If you have a choise of various amps, use the most simple and basic amp you have, complex tonestructures may get it the way in the beginning. Again use common sense, no need to buy another amp for slide, just use simple gear.
There are the players who have their guitar set up in a particular tuning and they tend to use this tuning for when they play slide.
Personally I like to use standard tuning, because it is versatile and you can mimick a lot of open tunings by simply altering one, or maybe just two strings instead of retuning about 4 to 5 strings. I also like the Capo a lot for these kind of techniques. In a later blog I will give you some specific tips for Capo and slide. Will also get a video where I will show some of those techniques close up.
When it comes to playing slide you can play chords or single notes.

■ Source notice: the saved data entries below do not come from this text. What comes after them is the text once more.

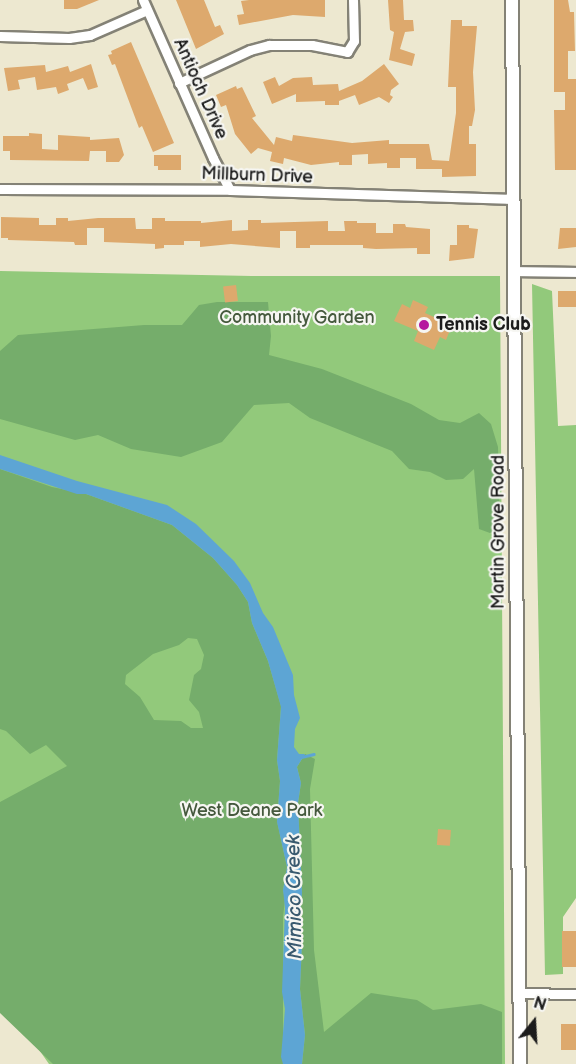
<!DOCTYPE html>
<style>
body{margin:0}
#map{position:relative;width:576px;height:1064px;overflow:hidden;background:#ede8d0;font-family:"Balsamiq Sans",sans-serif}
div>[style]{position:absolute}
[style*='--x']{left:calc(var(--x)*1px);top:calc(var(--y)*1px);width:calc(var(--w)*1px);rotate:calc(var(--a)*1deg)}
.green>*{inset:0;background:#92c97b}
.forest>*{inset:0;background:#75ad6b}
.water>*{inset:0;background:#5da5d4}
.stream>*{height:3px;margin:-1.5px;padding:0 1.5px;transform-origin:1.5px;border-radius:1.5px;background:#5da5d4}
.building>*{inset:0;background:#dda96d;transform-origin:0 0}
.roads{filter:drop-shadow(2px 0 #848276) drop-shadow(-2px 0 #848276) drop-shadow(0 2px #848276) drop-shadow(0 -2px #848276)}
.street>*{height:9px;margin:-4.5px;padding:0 4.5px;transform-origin:4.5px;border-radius:4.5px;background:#fff}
.secondary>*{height:12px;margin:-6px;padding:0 6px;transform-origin:6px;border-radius:6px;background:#fff}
.dots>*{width:16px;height:16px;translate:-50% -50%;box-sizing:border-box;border:3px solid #f6f6f2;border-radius:50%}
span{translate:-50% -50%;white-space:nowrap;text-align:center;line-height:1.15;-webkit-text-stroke:4.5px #f6f6f2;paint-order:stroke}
.street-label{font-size:18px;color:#1c1c1c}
.park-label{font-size:18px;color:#45593d}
.poi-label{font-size:18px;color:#1c1c1c;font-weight:700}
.left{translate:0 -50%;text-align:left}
.water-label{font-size:20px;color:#395a6f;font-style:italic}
.north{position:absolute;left:504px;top:992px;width:60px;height:60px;-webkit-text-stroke:4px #f6f6f2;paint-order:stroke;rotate:18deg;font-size:16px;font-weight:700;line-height:24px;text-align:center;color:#1c1c1c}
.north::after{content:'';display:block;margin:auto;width:21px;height:27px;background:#1c1c1c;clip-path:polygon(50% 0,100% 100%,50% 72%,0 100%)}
</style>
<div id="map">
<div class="green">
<div style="clip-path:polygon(0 271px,252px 276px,500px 276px,505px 1064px,49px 1064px,0 994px)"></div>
<div style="clip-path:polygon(532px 284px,552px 291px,558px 426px,576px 425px,576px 898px,563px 917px,563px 974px,545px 975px)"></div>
</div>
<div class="forest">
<div style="clip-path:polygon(217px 302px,268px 302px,271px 336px,269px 355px,322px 369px,411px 404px,439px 420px,460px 423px,479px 413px,491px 424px,498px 447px,500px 531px,490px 533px,479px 529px,474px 469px,463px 479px,446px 480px,430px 472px,409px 469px,392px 451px,310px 418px,289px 403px,254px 405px,222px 442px,181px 457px,131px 449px,98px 435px,75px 440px,0 419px,0 351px,18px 335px,144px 325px,182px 325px,199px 305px)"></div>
<div style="clip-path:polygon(evenodd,0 469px,52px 487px,86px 494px,172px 525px,213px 558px,237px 585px,248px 602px,252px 623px,268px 661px,281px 706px,277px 760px,280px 781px,277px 821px,287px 867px,283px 890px,285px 899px,283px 918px,283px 1064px,53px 1064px,0 1013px,0 802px,67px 766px,46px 745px,30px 754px,6px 731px,0 729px,0 469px,188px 638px,197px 639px,204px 655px,201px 669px,194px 675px,189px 700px,199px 712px,203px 728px,191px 728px,181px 721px,154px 720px,140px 697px,125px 684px,126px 675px,153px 654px,179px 645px,188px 638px)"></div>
<div style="clip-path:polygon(305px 754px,315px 759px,310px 789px,314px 950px,324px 1032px,371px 993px,417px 1000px,433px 1010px,481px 1004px,502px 1012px,502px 1064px,302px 1064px,305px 1035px,300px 989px,302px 943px,299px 924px,302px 893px,298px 803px,301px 783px,297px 767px)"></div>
</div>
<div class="water">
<div style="clip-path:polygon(0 455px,77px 481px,167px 505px,196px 524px,234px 561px,250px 583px,263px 613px,273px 627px,293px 675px,294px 695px,300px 718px,295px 729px,294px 747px,299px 754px,305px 754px,297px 767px,301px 783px,298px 803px,302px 893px,299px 924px,302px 943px,300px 989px,305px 1035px,302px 1064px,283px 1064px,281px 1057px,285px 1009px,282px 992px,285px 908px,283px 890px,287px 867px,277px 822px,280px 781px,277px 760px,281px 707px,268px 661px,252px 623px,248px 602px,237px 585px,213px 558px,172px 525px,86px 494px,77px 494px,0 469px)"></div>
</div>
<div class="stream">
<div style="--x:301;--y:757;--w:13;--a:-13"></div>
</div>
<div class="building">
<div style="clip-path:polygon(64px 0,99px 0,77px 9px,64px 9px)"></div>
<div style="clip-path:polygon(176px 0,204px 0,215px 27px,220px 25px,224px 34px,196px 49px)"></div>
<div style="clip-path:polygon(249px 0,325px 0,325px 17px,293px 15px,239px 25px,237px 15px,244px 14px,241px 1px)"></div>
<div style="clip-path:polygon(388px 0,403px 0,404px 20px,413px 20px,414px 31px,405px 32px,400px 49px,415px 54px,412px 66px,389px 60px,394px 32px,390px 30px)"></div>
<div style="clip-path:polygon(554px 0,568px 0,570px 12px,574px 12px,575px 51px,568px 51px,568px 79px,576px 79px,576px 170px,555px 170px,554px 110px,565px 110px,565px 92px,554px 92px)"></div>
<div style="clip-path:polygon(451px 20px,462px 20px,462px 26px,477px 26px,473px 72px,475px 110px,472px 126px,469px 126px,469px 144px,476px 144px,476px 176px,442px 177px,442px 169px,416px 169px,416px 158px,400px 158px,400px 168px,387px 168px,387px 163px,368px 164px,368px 154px,352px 155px,352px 165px,339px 165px,339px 162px,311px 165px,284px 158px,283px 164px,270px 161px,272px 152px,258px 148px,251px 154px,235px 134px,226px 105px,221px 107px,216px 95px,236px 86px,237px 89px,242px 87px,256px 116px,252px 118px,274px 145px,276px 137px,292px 141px,293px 135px,352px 143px,389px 140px,389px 144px,429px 144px,432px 160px,449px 161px,456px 113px,456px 87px,448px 87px)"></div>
<div style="clip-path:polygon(131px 42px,174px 143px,153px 152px,142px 126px,139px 128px,115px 64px,112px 65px,108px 55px,112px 54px,111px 51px)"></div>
<div style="clip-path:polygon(91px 64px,98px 87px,88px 90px,83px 78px,67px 84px,69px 90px,58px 94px,56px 87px,37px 90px,35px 77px,18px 80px,20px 89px,8px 91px,4px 68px,45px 65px,46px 72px,68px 66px,70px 72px)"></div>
<div style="clip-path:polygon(384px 64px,399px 84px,391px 90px,390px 95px,393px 97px,389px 103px,379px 97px,359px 105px,355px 95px,339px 101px,339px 105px,325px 105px,325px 101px,296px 102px,296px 94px,272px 104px,263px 82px,275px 77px,279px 86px,293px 78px,312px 77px,313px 85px,338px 84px,339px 91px,362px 81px)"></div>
<div style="clip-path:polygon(29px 133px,42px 134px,42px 149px,58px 150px,58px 135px,90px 137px,90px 140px,119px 138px,124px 155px,119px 162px,106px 162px,106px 151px,90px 151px,89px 161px,10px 160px,10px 151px,3px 151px,3px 136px,29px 136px)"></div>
<div style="clip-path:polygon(154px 155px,181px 155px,181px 170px,158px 170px,158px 166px,154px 166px)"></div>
<div style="clip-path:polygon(1px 217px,39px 218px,39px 225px,56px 225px,56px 218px,68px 218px,68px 221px,98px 218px,135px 218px,136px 229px,152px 229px,152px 218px,165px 218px,165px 221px,201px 221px,201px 223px,232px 220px,232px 231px,248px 230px,248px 220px,261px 220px,261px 223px,328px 221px,328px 231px,345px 231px,344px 221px,357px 221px,357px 223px,376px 223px,376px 233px,393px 233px,393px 224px,405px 224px,406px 227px,430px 229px,430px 254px,417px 254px,417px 248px,376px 249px,363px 248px,363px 245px,310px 245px,310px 248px,296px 248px,296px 231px,280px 231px,280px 248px,231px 244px,200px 247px,200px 241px,184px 241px,184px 245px,164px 245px,164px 248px,155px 249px,155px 244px,104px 242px,104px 228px,87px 228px,87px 245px,75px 245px,74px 242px,8px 240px,8px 238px,1px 238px)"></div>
<div style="clip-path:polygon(457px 225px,469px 225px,469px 228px,478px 229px,474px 258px,449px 261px,450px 245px,457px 245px)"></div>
<div style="clip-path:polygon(560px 228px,576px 228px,576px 247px,558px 249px)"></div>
<div style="left:236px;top:285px;width:16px;height:13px;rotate:83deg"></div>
<div style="left:558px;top:291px;width:18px;height:16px"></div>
<div style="clip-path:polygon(413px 300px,428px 307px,425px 313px,452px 325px,446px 340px,440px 337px,434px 350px,414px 341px,418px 331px,394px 321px,402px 304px,410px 308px)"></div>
<div style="left:438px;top:829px;width:13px;height:16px;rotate:4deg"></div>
<div style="left:576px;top:931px;width:36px;height:14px;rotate:90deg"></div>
<div style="left:561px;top:1024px;width:15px;height:26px"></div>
</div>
<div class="roads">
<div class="street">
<div style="--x:143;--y:0;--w:173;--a:66.1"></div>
<div style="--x:213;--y:158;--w:36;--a:62"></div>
<div style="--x:0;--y:36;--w:69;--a:1.7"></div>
<div style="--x:69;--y:38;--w:21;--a:-8"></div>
<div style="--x:90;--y:35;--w:62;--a:-23.7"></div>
<div style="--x:179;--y:83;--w:78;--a:-24.9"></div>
<div style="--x:250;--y:50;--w:20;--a:-15"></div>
<div style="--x:269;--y:45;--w:43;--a:0"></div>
<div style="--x:312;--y:45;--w:36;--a:11"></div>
<div style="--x:347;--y:52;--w:13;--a:-58"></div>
<div style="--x:354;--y:41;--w:41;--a:-91.4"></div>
<div style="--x:0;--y:189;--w:230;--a:0.2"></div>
<div style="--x:230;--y:190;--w:283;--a:1.8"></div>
<div style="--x:514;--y:271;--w:62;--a:0.9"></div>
<div style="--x:520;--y:993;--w:56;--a:1"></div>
</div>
<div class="secondary">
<div style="--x:512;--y:0;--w:1064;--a:89.57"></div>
</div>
</div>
<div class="dots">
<div style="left:424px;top:325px;background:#b5179e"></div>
</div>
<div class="street-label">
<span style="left:200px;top:89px;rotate:66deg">Antioch Drive</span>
<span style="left:257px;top:176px;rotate:2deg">Millburn Drive</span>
<span style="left:499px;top:532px;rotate:-90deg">Martin Grove Road</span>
</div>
<div class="park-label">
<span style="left:297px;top:318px">Community Garden</span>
<span style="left:252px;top:811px">West Deane Park</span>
</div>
<div class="poi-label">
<span class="left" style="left:436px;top:325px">Tennis Club</span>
</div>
<div class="water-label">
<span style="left:295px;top:897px;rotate:-91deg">Mimico Creek</span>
</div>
<div class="north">N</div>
</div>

Elmore James “Dust My Broom” is a great example of how to play chords with the slide. All the chords are of the “A” shape, an easy shape for using slide, since you can use the three notes of the chord on the D,G and B string, no stringjumping and easy to keep that slide nice and steady. Just give it some vibrato at the end of the phrase.
Another example: The long note which rings out during intro is a single note. Ry uses single notes and chords, he really mixes it all up
To get a good, solid tone out of the slide mute the strings behind the slide. The postion on your fingers will vary depeding on which string you play. When you do not apply this technique the sound of the slide may be tinny. You will get better at this with practise.
You can mimick chords by playing the open, 6th string and play the A string on the 7th fret. Play both strings at the same time: Use your thumb for the open E while you slide on the A 7th fret. Make sure you apply vibrato on the slide to sustain the note. When you do it right you will get that nice, glassy sound.
You can apply this technique to all your open strings and mimick chords in this way.
Next step is to use the slide in a phrase: Play a phrase and apply the slide at the end of the phrase. Repeat same phrase and apply slide to same last note, but now an octave (or even two ocataves) up.
Look into it, and before you know it you will find your own unique way to playing slide guitar.